Tuesday, March 15, 2005

The Myth of St. Allende

Had a brief but emotional exchange with colleagues at work regarding "the U.S. evil history." (It ended with one of our interlocutors actually saying, "We're NOT good!") The topic: longstanding U.S. backing for Latin American, Asian, and Middle Eastern dictators like Somoza, Marcos, Pinochet, and the Shah. It often goes unremarked that, the United States eventually turned against each of these regimes and worked to remove them from power. In Chile and the Phillipines, the result was democratic government. Nicaragua and Iran were less successful. The Sandinistas, who suspended civil liberties and established a Marxist-style dictatorship, followed Somoza, and the Ayatollah Khomeini was a bigger disaster for the Iranian people than the Shah.

We'd also challenge the notion that Allende (from whom Pinochet seized power in 1973 with at least tacit U.S. approval) was a democrat with no threat of turning Chile into a Soviet satellite. He was a life-long Marxist. Marxism views a dictatorship of the proletariat, as directed by the international communist party, as the highest form of human good. While he may have claimed to having no intention to abolish democracy, he openly espoused a belief that Chile would, as a matter of principle, be better off without democracy.

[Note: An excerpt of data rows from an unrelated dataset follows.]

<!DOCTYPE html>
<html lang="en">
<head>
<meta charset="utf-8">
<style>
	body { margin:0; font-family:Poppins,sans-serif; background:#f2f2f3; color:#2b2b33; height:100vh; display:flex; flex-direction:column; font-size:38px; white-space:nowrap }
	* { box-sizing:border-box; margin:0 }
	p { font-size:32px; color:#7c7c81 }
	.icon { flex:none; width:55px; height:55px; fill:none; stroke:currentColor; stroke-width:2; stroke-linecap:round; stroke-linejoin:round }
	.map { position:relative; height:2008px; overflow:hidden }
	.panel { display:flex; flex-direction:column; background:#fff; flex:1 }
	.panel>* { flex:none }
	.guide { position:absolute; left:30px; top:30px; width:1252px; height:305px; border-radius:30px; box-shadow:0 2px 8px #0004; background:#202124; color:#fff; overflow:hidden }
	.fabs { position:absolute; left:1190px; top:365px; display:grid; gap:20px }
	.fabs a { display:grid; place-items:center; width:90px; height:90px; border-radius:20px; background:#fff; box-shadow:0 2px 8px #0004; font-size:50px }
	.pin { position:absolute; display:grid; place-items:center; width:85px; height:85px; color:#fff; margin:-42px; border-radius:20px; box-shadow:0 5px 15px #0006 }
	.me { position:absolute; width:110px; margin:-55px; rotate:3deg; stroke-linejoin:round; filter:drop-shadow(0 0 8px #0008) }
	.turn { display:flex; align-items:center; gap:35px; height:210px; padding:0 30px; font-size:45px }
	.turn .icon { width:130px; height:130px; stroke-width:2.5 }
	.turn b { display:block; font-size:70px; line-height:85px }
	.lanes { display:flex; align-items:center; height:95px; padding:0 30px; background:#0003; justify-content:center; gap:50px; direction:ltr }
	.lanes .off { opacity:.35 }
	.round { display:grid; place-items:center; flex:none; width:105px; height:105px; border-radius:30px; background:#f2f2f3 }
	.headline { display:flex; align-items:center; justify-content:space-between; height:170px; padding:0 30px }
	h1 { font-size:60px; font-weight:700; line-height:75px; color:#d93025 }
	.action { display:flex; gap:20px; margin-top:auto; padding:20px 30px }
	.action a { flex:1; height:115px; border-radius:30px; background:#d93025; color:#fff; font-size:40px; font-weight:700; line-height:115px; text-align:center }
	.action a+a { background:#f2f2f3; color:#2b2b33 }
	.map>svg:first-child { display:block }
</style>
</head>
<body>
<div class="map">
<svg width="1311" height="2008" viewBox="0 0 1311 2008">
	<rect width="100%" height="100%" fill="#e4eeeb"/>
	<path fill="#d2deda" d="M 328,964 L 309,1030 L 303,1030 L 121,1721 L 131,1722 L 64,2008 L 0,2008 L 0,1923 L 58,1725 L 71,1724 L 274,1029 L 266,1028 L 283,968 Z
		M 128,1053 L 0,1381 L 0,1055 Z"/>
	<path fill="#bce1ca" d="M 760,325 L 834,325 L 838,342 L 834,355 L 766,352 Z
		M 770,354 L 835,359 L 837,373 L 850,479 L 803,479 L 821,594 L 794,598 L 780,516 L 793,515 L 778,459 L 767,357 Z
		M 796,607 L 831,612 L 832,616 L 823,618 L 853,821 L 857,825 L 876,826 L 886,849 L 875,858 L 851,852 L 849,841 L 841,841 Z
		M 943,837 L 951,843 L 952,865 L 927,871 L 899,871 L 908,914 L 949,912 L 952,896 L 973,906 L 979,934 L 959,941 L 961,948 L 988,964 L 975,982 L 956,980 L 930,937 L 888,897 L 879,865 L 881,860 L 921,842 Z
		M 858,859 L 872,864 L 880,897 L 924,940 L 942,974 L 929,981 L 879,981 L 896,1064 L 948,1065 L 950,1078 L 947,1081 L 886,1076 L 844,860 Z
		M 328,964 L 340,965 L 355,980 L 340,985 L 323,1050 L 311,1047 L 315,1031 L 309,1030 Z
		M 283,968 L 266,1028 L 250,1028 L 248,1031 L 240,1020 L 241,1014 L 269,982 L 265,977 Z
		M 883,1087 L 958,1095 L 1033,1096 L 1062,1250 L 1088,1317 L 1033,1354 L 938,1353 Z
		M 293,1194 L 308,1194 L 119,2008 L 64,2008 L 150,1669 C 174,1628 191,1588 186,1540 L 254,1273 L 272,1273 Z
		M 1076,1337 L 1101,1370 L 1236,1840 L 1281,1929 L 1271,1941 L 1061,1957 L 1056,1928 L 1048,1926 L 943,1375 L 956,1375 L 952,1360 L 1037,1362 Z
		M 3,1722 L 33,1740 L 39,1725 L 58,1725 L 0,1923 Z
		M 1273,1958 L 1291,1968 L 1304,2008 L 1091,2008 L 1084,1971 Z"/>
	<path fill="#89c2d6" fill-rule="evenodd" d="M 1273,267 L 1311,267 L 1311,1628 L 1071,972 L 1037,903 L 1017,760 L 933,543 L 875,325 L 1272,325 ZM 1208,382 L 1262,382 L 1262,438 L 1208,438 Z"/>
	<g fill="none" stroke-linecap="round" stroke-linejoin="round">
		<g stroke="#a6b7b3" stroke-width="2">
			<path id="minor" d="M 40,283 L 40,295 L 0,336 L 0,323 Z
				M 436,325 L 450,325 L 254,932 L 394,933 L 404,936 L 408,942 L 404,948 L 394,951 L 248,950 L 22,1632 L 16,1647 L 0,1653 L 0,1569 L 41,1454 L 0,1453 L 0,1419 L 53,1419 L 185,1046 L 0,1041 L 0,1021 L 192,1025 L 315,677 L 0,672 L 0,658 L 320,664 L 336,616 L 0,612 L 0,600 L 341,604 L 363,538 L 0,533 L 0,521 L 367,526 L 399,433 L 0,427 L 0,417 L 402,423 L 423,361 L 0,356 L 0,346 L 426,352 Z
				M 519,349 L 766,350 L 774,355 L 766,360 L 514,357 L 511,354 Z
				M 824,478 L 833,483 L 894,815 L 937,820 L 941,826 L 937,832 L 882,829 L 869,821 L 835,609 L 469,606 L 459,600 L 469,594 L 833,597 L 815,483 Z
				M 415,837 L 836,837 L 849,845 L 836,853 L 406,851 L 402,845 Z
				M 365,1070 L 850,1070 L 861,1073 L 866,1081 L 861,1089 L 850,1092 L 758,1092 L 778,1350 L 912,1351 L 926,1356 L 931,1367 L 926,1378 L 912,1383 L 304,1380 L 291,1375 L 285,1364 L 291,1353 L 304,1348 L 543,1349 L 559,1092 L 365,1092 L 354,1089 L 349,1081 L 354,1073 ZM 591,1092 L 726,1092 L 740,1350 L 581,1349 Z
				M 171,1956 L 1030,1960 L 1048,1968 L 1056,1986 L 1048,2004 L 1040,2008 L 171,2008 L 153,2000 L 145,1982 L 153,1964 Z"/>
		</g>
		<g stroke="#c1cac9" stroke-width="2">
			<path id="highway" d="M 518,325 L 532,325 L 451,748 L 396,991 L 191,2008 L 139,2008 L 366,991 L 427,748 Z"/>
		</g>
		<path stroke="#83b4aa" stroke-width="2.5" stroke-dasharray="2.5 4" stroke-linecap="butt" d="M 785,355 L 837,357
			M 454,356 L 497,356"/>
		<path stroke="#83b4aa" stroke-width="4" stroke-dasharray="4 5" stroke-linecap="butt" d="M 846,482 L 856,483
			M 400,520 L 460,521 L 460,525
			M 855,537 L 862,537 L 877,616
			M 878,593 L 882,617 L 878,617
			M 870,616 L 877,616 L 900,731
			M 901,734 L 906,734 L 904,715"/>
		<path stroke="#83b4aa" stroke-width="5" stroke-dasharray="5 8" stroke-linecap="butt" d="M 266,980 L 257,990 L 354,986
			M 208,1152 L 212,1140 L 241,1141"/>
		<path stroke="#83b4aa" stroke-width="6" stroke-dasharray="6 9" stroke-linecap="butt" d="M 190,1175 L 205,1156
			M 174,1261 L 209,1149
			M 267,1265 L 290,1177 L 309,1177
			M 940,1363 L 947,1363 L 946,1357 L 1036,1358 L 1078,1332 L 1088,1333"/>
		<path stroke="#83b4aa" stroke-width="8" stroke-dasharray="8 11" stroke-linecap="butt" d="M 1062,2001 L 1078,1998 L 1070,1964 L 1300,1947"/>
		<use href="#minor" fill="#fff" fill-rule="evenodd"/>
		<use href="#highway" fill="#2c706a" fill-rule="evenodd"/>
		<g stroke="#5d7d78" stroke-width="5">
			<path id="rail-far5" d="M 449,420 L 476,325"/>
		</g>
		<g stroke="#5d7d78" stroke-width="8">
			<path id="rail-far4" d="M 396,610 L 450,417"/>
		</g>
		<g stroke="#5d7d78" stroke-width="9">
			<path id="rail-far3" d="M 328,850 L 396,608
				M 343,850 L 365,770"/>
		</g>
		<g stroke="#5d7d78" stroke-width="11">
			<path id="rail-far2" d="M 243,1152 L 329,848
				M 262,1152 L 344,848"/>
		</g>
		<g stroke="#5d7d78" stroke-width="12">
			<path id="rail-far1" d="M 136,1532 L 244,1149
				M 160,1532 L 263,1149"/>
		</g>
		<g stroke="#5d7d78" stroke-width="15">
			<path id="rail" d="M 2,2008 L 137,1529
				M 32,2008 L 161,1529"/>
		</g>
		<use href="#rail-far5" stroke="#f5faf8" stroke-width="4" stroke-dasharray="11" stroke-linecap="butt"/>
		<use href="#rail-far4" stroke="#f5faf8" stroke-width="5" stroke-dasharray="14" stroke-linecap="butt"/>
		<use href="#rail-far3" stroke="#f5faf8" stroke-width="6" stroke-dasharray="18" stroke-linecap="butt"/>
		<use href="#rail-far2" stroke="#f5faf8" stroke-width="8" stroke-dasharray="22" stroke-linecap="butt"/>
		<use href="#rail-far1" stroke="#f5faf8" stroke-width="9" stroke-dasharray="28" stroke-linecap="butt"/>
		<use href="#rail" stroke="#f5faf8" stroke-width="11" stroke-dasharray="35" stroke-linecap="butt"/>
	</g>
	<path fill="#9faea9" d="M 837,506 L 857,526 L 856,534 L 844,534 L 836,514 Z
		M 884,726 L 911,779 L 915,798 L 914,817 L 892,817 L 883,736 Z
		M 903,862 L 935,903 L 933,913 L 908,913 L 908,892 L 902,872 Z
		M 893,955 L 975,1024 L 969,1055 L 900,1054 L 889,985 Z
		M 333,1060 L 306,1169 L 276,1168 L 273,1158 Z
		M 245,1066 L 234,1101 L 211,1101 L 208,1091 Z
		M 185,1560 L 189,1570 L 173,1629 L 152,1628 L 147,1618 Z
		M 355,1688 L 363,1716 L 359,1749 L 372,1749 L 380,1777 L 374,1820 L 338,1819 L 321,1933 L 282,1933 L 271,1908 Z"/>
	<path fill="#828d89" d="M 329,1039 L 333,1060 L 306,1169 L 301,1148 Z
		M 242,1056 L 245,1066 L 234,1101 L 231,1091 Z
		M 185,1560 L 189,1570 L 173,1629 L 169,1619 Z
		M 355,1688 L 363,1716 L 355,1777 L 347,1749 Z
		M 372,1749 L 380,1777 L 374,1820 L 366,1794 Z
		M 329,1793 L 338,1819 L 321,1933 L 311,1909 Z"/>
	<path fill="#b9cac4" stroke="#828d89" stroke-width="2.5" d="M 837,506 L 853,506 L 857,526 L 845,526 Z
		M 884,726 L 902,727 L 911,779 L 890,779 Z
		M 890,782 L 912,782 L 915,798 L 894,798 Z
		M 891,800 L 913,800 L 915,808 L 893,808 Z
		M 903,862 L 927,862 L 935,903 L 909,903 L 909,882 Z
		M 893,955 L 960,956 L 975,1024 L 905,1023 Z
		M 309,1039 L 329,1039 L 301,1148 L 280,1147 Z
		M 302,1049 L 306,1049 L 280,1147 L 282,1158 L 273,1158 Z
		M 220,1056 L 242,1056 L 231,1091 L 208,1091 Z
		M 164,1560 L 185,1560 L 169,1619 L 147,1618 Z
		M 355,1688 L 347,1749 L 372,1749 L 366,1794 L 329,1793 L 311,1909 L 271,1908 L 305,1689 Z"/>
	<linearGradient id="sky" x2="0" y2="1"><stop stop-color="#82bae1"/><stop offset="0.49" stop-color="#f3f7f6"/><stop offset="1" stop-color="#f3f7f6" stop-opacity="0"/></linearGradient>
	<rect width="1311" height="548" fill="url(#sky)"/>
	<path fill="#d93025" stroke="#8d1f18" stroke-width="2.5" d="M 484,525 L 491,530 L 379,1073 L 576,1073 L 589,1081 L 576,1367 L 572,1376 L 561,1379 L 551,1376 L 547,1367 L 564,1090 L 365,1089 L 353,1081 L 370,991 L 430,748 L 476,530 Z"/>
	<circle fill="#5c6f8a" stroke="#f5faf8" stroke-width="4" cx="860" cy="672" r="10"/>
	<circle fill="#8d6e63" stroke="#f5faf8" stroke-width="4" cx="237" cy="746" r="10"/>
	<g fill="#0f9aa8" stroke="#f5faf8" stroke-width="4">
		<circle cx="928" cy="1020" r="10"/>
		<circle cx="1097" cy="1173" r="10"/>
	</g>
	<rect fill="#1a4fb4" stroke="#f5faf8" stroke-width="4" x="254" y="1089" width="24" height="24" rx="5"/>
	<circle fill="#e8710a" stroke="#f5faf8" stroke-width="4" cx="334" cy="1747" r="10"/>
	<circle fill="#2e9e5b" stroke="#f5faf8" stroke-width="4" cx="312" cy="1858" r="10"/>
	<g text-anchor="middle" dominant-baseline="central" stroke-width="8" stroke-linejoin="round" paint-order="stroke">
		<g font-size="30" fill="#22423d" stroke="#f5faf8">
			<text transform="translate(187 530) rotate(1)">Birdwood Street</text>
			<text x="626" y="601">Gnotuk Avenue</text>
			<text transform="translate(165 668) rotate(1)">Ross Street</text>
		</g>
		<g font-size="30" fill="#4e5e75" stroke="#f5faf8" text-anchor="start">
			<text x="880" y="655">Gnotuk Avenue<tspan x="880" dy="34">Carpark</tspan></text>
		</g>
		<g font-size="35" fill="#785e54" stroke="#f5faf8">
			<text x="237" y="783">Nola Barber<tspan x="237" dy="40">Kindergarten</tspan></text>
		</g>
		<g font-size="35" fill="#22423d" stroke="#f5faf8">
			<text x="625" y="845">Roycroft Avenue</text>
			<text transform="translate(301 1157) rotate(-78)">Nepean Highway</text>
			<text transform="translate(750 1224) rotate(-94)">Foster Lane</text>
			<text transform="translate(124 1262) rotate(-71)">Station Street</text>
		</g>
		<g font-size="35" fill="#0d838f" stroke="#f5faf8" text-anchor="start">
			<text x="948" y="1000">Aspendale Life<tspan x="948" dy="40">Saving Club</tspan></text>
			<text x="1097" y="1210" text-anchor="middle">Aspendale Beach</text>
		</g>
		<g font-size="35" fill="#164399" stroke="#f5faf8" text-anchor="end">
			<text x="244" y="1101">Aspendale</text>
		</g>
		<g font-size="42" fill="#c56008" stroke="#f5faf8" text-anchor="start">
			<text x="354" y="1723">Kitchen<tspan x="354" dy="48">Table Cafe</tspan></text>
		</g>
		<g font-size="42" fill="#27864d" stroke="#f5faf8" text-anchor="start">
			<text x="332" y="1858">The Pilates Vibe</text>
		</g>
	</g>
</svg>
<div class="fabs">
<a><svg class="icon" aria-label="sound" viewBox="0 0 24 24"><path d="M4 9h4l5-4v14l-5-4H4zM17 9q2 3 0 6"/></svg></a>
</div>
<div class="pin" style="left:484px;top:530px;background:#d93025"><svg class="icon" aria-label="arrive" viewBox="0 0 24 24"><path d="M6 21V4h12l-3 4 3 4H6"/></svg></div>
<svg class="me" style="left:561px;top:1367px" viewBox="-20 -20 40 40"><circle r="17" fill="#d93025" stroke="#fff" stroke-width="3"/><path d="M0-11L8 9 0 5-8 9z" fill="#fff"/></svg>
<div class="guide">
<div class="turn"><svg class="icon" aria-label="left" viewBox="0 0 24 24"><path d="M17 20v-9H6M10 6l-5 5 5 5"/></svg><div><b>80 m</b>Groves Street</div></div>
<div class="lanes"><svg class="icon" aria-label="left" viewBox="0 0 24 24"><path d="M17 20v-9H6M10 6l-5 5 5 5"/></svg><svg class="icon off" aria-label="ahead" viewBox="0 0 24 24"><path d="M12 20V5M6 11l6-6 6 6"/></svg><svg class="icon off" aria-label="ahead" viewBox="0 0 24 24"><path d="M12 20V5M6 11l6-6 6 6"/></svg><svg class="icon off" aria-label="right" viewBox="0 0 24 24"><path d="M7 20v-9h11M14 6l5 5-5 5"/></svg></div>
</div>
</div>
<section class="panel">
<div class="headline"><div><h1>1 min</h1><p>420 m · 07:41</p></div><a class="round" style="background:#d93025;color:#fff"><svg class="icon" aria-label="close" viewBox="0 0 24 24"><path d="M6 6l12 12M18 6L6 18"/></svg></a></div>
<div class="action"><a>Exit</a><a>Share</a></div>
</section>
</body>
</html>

Having won election by a razor-thin plurality, he proceeded to nationalize private industries, including banking and copper. He implemented confiscatory taxes and centralized wage and price controls. He established diplomatic relations with Castro. Under the guise of "agrarian reform," his government seized private farms and redistributed to the proletariat, leading to a massive shortage of basic foodstuffs. This is exactly the sort of pattern we saw time and time again in the Soviet Union. (Granted, a lot of this was exacerbated by anti-Allende policies in the U.S.)

Chile's economy was in the shitter at the time of the coup (radical drop in production of basic goods, rampant inflation), and Allende was increasingly autocratic in the face of ongoing civil unrest and violence. Support of Pinochet may not have been warranted, and Pinochet was certainly a repressive, violent dictator who didn't necessarily make life better, but from the vantage point of 1973, the correct course of action was far from easy to see.